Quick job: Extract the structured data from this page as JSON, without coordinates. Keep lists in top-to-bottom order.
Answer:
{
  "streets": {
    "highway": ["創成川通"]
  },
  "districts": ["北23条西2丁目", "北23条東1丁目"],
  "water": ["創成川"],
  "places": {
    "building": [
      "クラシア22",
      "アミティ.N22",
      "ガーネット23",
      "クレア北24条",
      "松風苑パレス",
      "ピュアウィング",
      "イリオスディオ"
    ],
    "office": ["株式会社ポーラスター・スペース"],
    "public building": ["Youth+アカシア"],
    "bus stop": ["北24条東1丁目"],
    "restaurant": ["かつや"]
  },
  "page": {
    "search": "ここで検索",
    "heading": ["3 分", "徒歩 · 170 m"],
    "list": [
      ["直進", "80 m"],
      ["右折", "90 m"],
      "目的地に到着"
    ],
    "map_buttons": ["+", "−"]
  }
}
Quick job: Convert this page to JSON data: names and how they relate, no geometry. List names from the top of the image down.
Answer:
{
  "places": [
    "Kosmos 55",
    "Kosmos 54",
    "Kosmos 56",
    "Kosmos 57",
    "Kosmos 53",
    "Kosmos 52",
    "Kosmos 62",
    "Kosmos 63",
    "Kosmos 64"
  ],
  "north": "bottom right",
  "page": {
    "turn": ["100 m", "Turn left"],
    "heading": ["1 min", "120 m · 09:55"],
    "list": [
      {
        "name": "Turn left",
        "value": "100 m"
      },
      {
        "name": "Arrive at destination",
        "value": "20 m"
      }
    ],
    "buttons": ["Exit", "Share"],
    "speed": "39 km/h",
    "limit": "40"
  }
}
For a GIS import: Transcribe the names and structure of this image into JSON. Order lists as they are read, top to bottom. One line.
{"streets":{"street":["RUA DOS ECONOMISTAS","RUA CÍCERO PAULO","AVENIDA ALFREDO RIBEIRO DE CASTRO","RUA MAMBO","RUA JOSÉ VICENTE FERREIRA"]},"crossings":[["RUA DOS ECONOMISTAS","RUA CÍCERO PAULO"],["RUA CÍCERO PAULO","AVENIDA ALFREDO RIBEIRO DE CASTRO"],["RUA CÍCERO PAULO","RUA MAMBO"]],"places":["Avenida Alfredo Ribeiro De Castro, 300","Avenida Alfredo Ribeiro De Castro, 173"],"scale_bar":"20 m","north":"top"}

########################################

What needs to be done
Match on "from" and copy out every line of the entries that contains it.

Written reply
Quick job: Extract the structured data from this page as JSON, without coordinates. Keep lists in top-to-bottom order.
Quick job: Convert this page to JSON data: names and how they relate, no geometry. List names from the top of the image down.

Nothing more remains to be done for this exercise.